Assignment → Find each line of the entries with the string "Farg", please, and copy it.

(Stored data entries)
((

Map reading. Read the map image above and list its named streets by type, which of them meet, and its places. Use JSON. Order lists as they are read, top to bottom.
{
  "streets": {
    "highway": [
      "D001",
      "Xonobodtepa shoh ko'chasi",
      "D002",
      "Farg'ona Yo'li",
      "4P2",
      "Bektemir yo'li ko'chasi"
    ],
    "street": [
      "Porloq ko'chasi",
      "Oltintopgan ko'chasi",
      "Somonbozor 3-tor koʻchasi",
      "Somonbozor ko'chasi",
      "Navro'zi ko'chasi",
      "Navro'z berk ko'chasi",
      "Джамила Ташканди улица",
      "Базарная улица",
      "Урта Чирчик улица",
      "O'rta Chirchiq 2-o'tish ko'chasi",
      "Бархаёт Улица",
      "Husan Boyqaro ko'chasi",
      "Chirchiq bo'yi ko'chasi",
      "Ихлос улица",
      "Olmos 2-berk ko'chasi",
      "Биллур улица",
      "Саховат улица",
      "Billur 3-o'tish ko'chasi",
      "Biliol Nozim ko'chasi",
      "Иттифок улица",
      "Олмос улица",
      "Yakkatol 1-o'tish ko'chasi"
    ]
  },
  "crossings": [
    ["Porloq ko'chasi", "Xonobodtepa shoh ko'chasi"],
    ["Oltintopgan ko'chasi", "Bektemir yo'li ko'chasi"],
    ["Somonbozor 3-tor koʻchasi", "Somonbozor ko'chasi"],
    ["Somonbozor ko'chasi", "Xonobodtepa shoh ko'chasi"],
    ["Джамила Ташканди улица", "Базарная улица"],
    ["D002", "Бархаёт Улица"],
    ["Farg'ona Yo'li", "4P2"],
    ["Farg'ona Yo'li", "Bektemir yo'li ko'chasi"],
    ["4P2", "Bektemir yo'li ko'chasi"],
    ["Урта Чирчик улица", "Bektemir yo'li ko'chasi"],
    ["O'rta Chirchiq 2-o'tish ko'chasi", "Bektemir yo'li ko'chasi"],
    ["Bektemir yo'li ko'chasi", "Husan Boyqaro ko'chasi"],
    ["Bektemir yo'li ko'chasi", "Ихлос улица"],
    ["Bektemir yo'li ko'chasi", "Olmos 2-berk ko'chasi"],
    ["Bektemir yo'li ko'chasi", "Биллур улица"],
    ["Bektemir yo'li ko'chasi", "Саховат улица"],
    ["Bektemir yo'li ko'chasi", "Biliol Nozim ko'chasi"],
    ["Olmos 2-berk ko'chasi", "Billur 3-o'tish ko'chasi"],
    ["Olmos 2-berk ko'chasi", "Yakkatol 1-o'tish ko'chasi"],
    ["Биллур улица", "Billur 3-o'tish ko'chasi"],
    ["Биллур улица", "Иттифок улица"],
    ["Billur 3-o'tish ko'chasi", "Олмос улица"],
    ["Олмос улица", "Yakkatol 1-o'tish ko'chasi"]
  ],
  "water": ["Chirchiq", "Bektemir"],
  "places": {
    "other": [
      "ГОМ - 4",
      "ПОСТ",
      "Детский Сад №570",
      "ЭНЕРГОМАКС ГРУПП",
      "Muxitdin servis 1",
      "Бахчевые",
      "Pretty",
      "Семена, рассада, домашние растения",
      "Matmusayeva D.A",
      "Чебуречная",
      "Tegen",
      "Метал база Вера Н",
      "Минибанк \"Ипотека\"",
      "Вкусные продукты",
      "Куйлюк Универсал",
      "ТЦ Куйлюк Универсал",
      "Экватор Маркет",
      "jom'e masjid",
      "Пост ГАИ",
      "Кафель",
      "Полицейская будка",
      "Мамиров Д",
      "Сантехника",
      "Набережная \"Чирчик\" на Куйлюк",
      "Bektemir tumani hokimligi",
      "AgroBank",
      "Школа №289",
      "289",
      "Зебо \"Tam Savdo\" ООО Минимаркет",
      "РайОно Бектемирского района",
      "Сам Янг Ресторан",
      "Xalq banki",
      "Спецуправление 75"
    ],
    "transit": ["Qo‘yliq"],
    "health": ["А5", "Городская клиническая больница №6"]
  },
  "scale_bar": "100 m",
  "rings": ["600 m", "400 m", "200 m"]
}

))

Task result →
      "Farg'ona Yo'li",
    ["Farg'ona Yo'li", "4P2"],
    ["Farg'ona Yo'li", "Bektemir yo'li ko'chasi"],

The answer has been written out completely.